Cette coach affirme qu’une marche de 20 minutes peut brûler bien plus de calories avec une simple modification

femmes qui marchent

Tu rentres d’une rando du dimanche avec l’impression d’avoir bien bougé, et pourtant tu plafonnes. La coach sportive Anwen Davies a une explication simple : ce n’est pas la durée de ta marche qui compte, c’est la façon dont tu la structures. Comme nous le mentions dans notre article sur la méthode des 40 minutes par semaine, de petites modifications dans ta pratique peuvent changer radicalement les résultats.

Pourquoi une marche ordinaire ne suffit plus ?

On l’entend souvent : marcher, c’est bien, mais ça ne « travaille » pas vraiment. Anwen Davies, coach certifiée et experte fitness pour Net World Sports (Royaume-Uni), nuance cette idée. Elle ne dit pas que la marche ordinaire est inutile, mais que son potentiel reste largement sous-exploité. « Il existe de nombreuses façons d’adapter la marche pour amplifier les résultats », explique-t-elle. Et la plus efficace, selon elle, repose sur les intervalles de vitesse et de dénivelé.

Le principe est connu des randonneurs qui attaquent un col : alterner un effort soutenu et une récupération active sollicite davantage le système cardiovasculaire et le métabolisme qu’une allure constante. « Cela engage les fessiers, les quadriceps et la sangle abdominale bien plus efficacement qu’une marche à rythme régulier, ce qui brûle plus de calories en moins de temps », précise Davies.
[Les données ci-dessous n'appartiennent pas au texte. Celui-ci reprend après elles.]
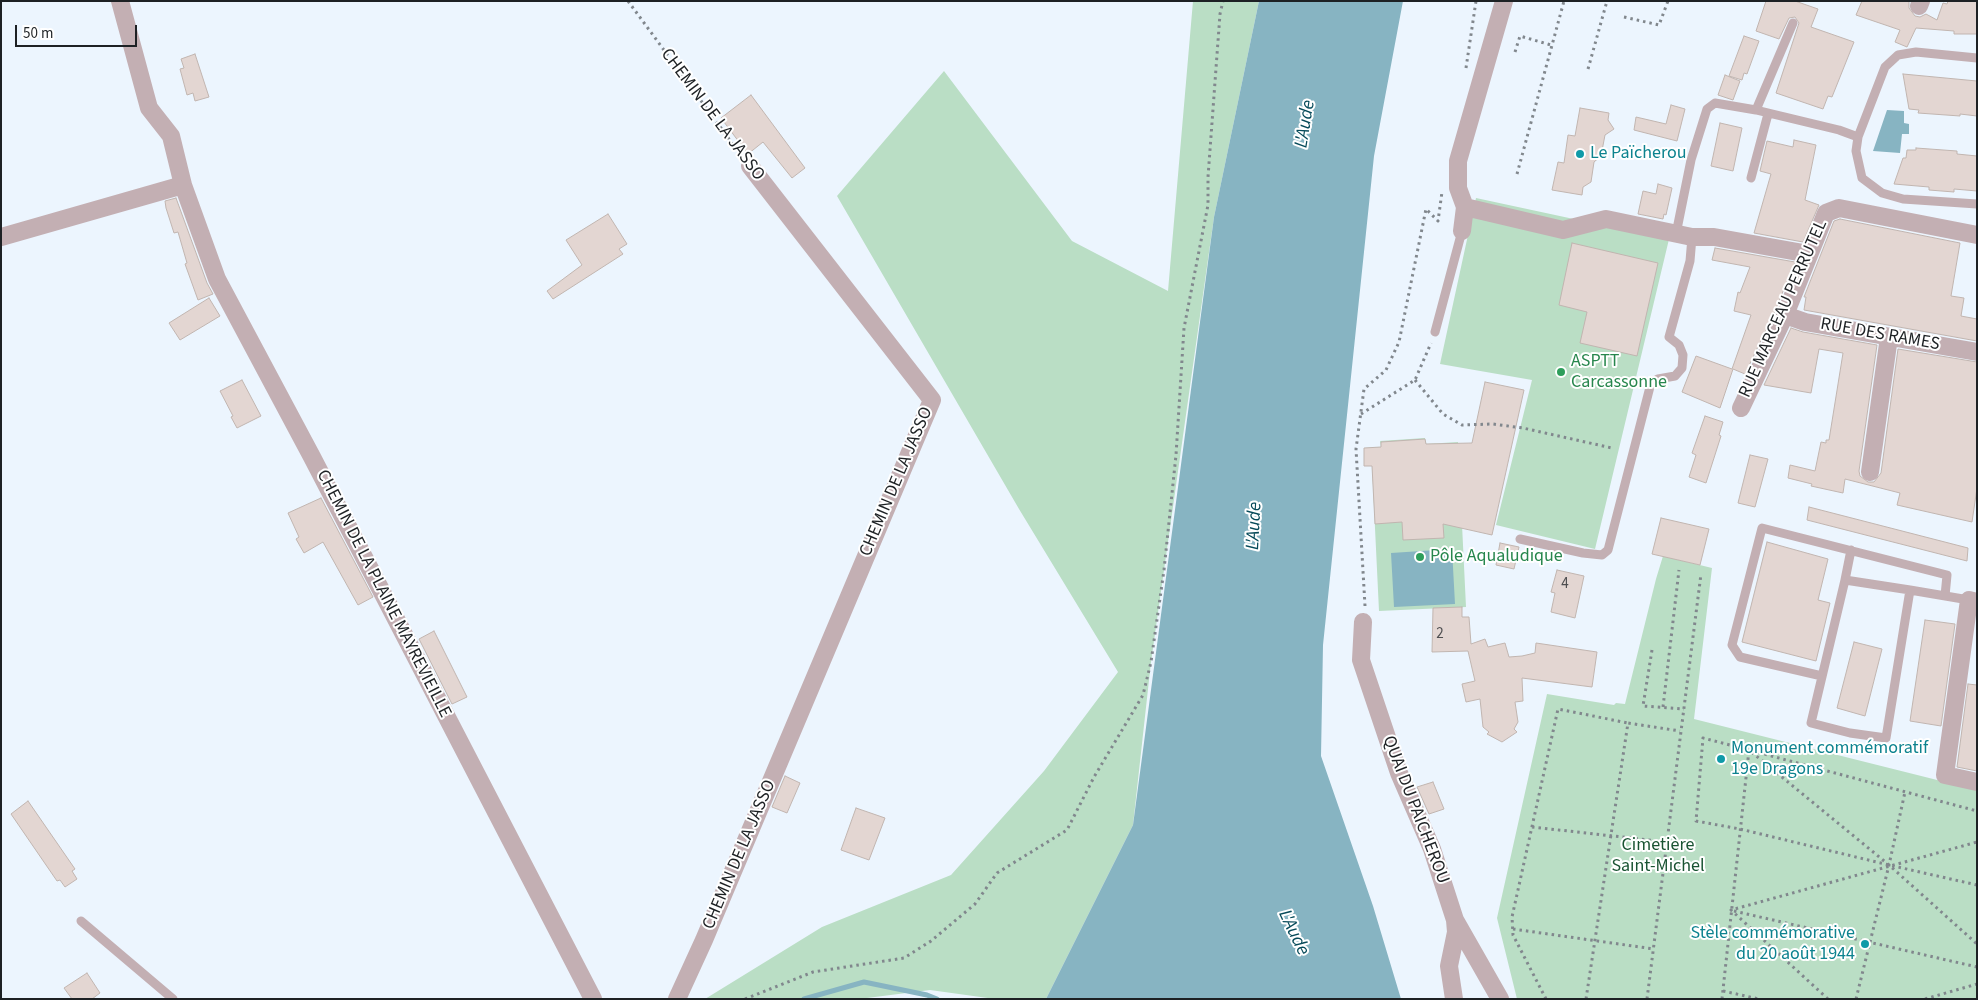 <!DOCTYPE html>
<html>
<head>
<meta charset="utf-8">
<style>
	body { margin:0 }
	#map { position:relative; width:1978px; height:1000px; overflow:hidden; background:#ecf5fe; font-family:"Source Sans 3",sans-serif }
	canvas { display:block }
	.frame { position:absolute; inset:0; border:2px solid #1d2124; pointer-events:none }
	.scale { position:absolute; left:15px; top:25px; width:122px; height:22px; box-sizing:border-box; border:2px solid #1d2124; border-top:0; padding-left:6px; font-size:15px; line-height:18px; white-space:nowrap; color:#1d2124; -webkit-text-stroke:4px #fff; paint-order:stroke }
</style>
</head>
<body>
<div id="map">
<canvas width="1978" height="1000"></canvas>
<div class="frame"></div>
<div class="scale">50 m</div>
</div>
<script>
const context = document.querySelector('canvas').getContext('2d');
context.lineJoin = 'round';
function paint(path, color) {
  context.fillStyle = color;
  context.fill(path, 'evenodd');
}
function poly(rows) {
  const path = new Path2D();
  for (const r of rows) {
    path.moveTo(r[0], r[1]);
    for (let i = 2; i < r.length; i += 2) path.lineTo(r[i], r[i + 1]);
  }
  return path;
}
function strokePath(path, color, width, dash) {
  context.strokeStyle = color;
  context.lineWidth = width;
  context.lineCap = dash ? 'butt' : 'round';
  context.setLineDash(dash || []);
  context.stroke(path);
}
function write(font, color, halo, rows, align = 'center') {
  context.font = font + ' "Source Sans 3",sans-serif';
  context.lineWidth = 4;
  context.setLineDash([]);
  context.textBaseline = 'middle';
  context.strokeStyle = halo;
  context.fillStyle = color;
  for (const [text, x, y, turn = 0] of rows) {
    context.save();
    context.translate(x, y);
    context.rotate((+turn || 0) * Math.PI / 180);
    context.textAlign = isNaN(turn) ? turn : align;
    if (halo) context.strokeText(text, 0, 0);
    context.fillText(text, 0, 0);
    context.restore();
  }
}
paint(poly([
	[1193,1,1259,1,1214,217,1151,662,1133,825,1046,999,995,999,930,990,859,999,705,999,822,927,951,875,1044,771,1118,672,1019,509,837,196,944,71,1072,241,1168,291],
	[1476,198,1583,221,1670,235,1595,549,1496,525,1532,380,1440,364],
	[1425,438,1426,444,1458,442,1466,607,1379,611,1372,466,1364,466,1364,448,1381,447,1380,441],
	[1663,556,1712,568,1694,719,1977,790,1977,999,1517,999,1497,918,1547,694,1614,705,1616,703,1625,704,1656,579]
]), '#badec5');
paint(poly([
	[1259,1,1403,1,1374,156,1323,645,1321,756,1373,906,1401,999,1046,999,1133,825,1214,217],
	[1887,110,1904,111,1904,123,1909,124,1909,134,1902,134,1900,153,1873,151],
	[1452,549,1455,604,1394,607,1391,553]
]), '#87b4c2');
strokePath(poly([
	[804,999,864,982,927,995,937,999]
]), '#87b4c2', 5);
const building = poly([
	[1766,1,1795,1,1818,9,1811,27,1854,42,1832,97,1828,96,1823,109,1776,93,1799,23,1795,17,1789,18,1779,39,1756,31,1766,1],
	[1862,1,1909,1,1909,8,1915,16,1920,17,1926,14,1937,20,1943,3,1947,4,1948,1,1977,1,1977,34,1954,34,1954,31,1916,28,1907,47,1895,42,1900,30,1856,15,1862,1],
	[1744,36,1759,41,1747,74,1744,73,1742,80,1729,76,1744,36],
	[195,54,209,97,195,101,193,93,187,95,180,69,184,68,181,59,195,54],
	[1903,74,1977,81,1977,116,1960,114,1960,116,1918,113,1919,110,1909,109,1903,74],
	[1725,75,1740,81,1733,100,1718,95,1725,75],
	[751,95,805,168,792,178,763,142,748,154,721,118,751,95],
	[1671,105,1685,109,1677,141,1634,130,1636,117,1666,124,1671,105],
	[1580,108,1609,113,1608,120,1614,129,1605,135,1601,156,1594,162,1591,182,1583,187,1582,195,1552,190,1558,162,1564,163,1568,135,1575,136,1580,108],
	[1720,123,1742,128,1733,171,1711,166,1720,123],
	[1794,140,1816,145,1805,200,1819,205,1803,242,1754,233,1771,174,1760,171,1767,141,1793,147,1794,140],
	[1916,148,1957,151,1957,154,1977,156,1977,191,1954,189,1954,192,1929,190,1929,187,1894,184,1903,158,1906,158,1907,150,1916,150,1916,148],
	[1658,184,1672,188,1666,215,1664,214,1663,219,1638,214,1643,191,1656,194,1658,184],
	[176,198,207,283,213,294,198,300,185,264,187,263,178,232,174,233,166,208,165,201,176,198],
	[608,214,627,244,619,249,623,254,553,299,547,291,582,265,566,240,608,214],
	[1840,219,1960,243,1951,296,1964,298,1961,316,1977,319,1977,341,1804,310,1806,297,1804,297,1834,221,1840,219],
	[1572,243,1658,263,1637,356,1580,343,1587,312,1559,305,1572,243],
	[1715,248,1795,262,1775,311,1745,374,1733,369,1720,408,1682,392,1696,356,1732,369,1751,315,1734,311,1738,292,1740,293,1750,267,1712,260,1715,248],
	[209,298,220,316,180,340,169,323,209,298],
	[1791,328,1803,332,1877,345,1859,471,1860,476,1868,482,1874,482,1881,473,1898,349,1977,362,1977,488,1972,522,1897,505,1900,493,1845,479,1843,493,1811,486,1812,484,1788,478,1790,465,1815,471,1821,442,1826,443,1826,440,1829,440,1843,353,1819,349,1811,393,1764,385,1791,328],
	[242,380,261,416,237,428,231,417,233,416,220,391,242,380],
	[1485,382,1524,390,1492,535,1443,524,1444,538,1403,540,1402,522,1375,524,1372,466,1364,466,1364,448,1381,447,1381,442,1425,439,1426,444,1472,443,1485,382],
	[1705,416,1723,422,1719,435,1721,436,1706,483,1689,477,1696,455,1692,453,1705,416],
	[1750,455,1768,459,1755,507,1738,503,1750,455],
	[321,498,373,597,358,605,323,542,304,553,296,539,299,537,288,513,321,498],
	[1809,507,1968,548,1967,561,1807,520,1809,507],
	[1661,518,1709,529,1700,565,1652,554,1661,518],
	[1767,542,1828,559,1818,600,1830,603,1816,661,1742,642,1767,542],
	[1500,543,1519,547,1514,569,1496,565,1500,543],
	[1557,570,1584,576,1575,618,1551,612,1555,593,1551,592,1557,570],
	[1462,607,1462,617,1469,617,1471,644,1485,639,1488,647,1505,643,1509,657,1522,656,1535,653,1536,643,1597,652,1592,687,1522,678,1523,701,1515,702,1518,722,1514,729,1517,732,1502,742,1487,734,1489,732,1483,727,1480,699,1466,702,1462,684,1475,681,1468,651,1432,652,1433,608,1462,607],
	[1925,620,1955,624,1941,726,1910,721,1925,620],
	[434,631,467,697,452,704,419,639,434,631],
	[1854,642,1882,649,1865,716,1837,708,1854,642],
	[1968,684,1977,685,1977,771,1957,767,1968,684],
	[785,776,800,783,787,813,772,807,785,776],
	[1433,782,1444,809,1429,814,1417,787,1433,782],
	[28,801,75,869,72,871,77,879,65,887,60,880,57,881,11,814,28,801],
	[856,808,885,818,869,860,841,850,856,808],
	[87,973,100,993,92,999,72,999,64,988,87,973]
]);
paint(building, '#e3d6d2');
strokePath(building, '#c1b5b0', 1);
strokePath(poly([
	[628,1,740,154],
	[1624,17,1659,25,1668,1],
	[1515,52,1520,36,1551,45],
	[1466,68,1476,1],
	[1588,69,1607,1],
	[1517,174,1564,1],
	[1415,380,1443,414,1462,425,1493,424,1523,428,1612,448],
	[1361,414,1415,380,1431,343],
	[1365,606,1356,449,1364,389,1386,370,1399,342,1426,209,1438,221,1442,192],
	[1652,650,1643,706,1684,709],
	[1663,707,1679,570],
	[1532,827,1667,842],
	[1977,885,1889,865,1740,829,1696,821,1703,738,1749,750,1889,865,1977,944],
	[1734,911,1977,967],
	[1513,929,1654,949],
	[1723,991,1759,999],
	[745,999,813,972,904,958,931,941,975,904,997,873,1067,830,1094,777,1143,695,1151,662,1164,570,1176,455,1184,328,1208,205,1208,177,1220,14,1223,1],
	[1546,999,1513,935,1512,917,1558,709,1628,723],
	[1586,999,1628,723,1680,731],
	[1647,999,1701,574],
	[1722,999,1749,750,1977,811],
	[1828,999,1731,910,1977,842],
	[1856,999,1889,865,1905,792],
	[1925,999,1977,984]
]), '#81878d', 3, [2.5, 4]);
strokePath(poly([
	[1977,58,1916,52,1898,55,1885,67,1858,137,1856,151,1862,178,1882,193,1903,199,1977,204],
	[1756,110,1793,23],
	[1751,178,1768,114],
	[1676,234,1691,160,1707,109,1715,103,1756,110,1839,130,1858,137],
	[1435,332,1462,231],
	[1520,539,1583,553,1602,555,1608,550,1651,383,1658,379,1675,376,1682,368,1683,355,1679,345,1669,337,1690,261,1692,237],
	[1845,580,1851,550],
	[1910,590,1845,580,1811,723,1850,733,1886,738,1910,590,1969,600],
	[1822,676,1740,657,1732,645,1762,528,1947,575,1945,596],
	[81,921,173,999]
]), '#c3afb3', 9);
strokePath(poly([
	[120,1,149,108,171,136,183,185],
	[1919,6,1921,1],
	[1465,207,1563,230,1606,219,1692,237,1714,237,1809,254],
	[1462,231,1465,207,1458,188,1458,161,1504,1],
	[1,237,183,185,217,279,312,457,593,999],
	[1785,315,1805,322,1977,352],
	[1741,408,1785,315,1826,213,1839,208,1977,235],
	[1870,472,1889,337],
	[1977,602,1969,600,1945,775,1977,782],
	[1363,622,1361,660,1399,773,1432,849,1455,920,1456,932,1449,966,1454,999],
	[1455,920,1500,999],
	[677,999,704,940,932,400,750,166]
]), '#c3afb3', 18);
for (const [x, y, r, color] of [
	[1580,154,5,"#0f9aa8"],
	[1561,372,5,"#2e9e5b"],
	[1420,557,5,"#2e9e5b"],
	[1721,759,5,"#0f9aa8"],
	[1865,944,5,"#0f9aa8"]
]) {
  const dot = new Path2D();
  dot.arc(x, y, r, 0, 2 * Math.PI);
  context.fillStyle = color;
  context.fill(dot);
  strokePath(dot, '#fff', 2);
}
write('15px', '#4e4e50', null, [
	["4",1565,585],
	["2",1440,635]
]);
write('18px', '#1d2124', '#fff', [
	["CHEMIN DE LA JASSO",712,115,53],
	["RUE MARCEAU PERRUTEL",1784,309,-66],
	["RUE DES RAMES",1880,335,10],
	["CHEMIN DE LA JASSO",897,482,-67],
	["CHEMIN DE LA PLAINE MAYREVIEILLE",383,594,63],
	["QUAI DU PAICHEROU",1415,810,69],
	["CHEMIN DE LA JASSO",740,855,-67]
]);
write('18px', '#0d838f', '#fff', [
	["Le Païcherou",1590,154],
	["Monument commémoratif",1731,749],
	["19e Dragons",1731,770],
	["Stèle commémorative",1855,934,"right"],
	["du 20 août 1944",1855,955,"right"]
], 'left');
write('18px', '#27864d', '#fff', [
	["ASPTT",1571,362],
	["Carcassonne",1571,383],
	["Pôle Aqualudique",1430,557]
], 'left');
write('18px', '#195332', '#fff', [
	["Cimetière",1658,846],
	["Saint-Michel",1658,867]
]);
write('italic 19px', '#064a59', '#fff', [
	["L'Aude",1306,124,-81],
	["L'Aude",1255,526,-87],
	["L'Aude",1293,933,64]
]);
</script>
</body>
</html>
Et sans traumatiser les articulations, ce qui n’est pas un détail quand on pratique régulièrement.

Le programme de 20 minutes à intégrer dans tes sorties

Davies propose une séance structurée autour d’alternances entre vitesse élevée et récupération, combinées à des variations d’inclinaison. Elle est conçue aussi bien pour une sortie extérieure que sur tapis, même si la coach préfère clairement le dehors. « La marche en extérieur apporte davantage de bénéfices pour la santé et le bien-être. Le tapis, c’est pratique, mais ce n’est pas fait pour ça. »

Le principe concret : tu alternes des phases d’effort intense (allure rapide et/ou montée prononcée) avec des phases de récupération à allure modérée. Pas besoin de courir. L’objectif est de sortir de la zone de confort pendant quelques minutes, puis de reprendre son souffle avant de repartir. La durée totale reste à 20 minutes, ce qui le rend intégrable dans n’importe quelle sortie courte, même avant une journée de trail ou en complément d’une balade familiale.

Fréquence conseillée : 3 à 4 fois par semaine selon ton niveau et ton âge. Davies recommande aux personnes plus âgées ou ayant des problèmes articulaires de consulter un professionnel avant d’adopter ce rythme.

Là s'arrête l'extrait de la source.